## MATERIAL PROVIDED:
+ + + +

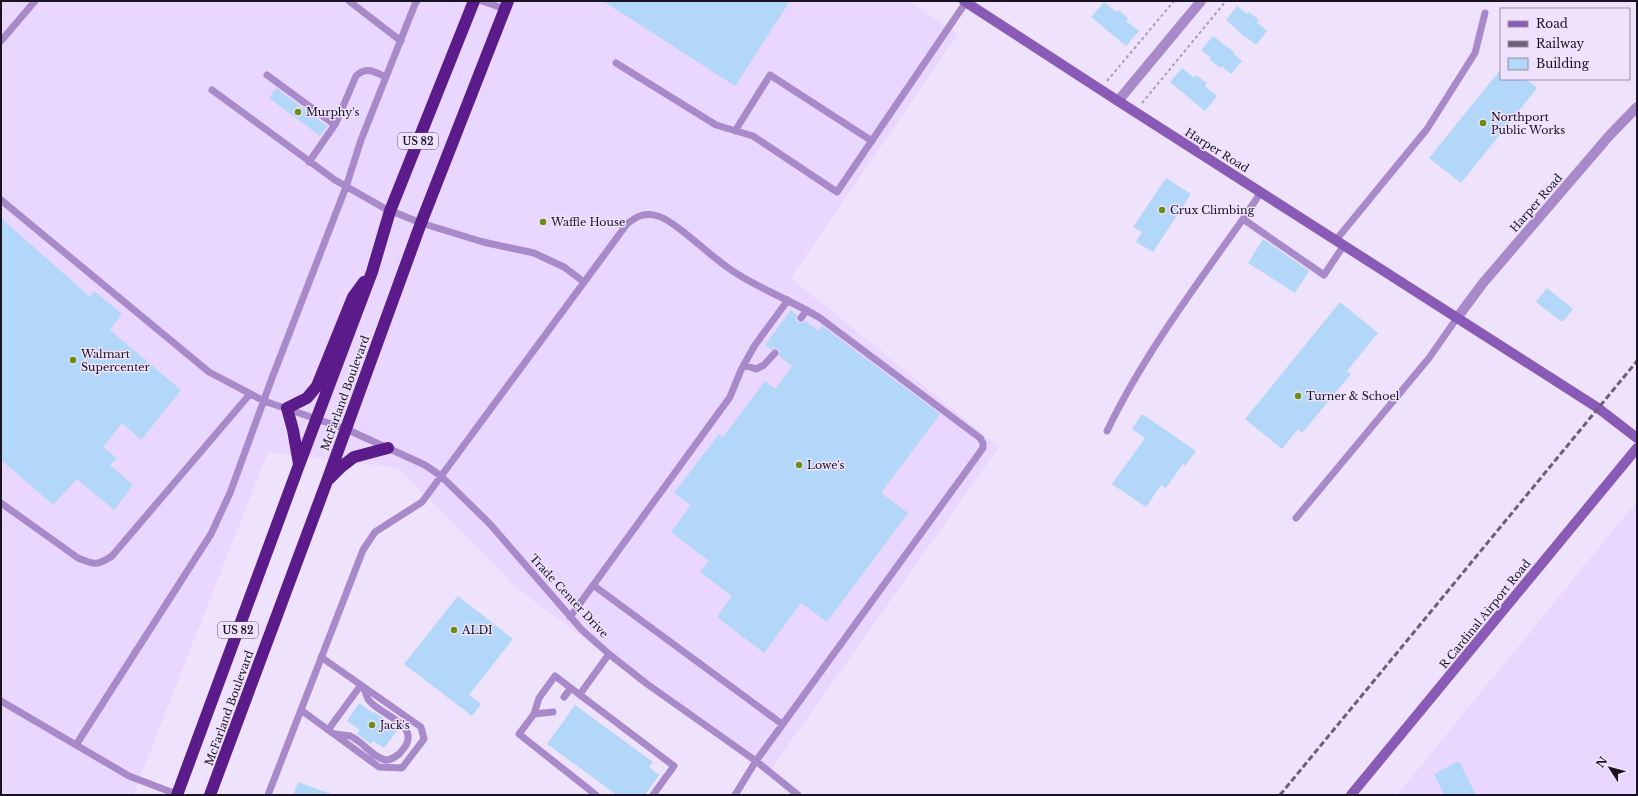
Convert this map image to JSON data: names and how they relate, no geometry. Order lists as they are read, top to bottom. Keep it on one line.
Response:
{"streets":{"highway":["US 82","McFarland Boulevard"],"street":["Harper Road","R Cardinal Airport Road"],"lane":["Trade Center Drive"]},"crossings":[["McFarland Boulevard","Trade Center Drive"]],"places":["Murphy's","Northport Public Works","Crux Climbing","Waffle House","Walmart Supercenter","Turner & Schoel","Lowe's","ALDI","Jack's"],"legend":["Road","Railway","Building"],"north":"top left"}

+ + + +

## WORK REQUEST:
Please give all of the material again, exactly, without the images.

## EXERCISE RESPONSE:
Convert this map image to JSON data: names and how they relate, no geometry. Order lists as they are read, top to bottom. Keep it on one line.
Response:
{"streets":{"highway":["US 82","McFarland Boulevard"],"street":["Harper Road","R Cardinal Airport Road"],"lane":["Trade Center Drive"]},"crossings":[["McFarland Boulevard","Trade Center Drive"]],"places":["Murphy's","Northport Public Works","Crux Climbing","Waffle House","Walmart Supercenter","Turner & Schoel","Lowe's","ALDI","Jack's"],"legend":["Road","Railway","Building"],"north":"top left"}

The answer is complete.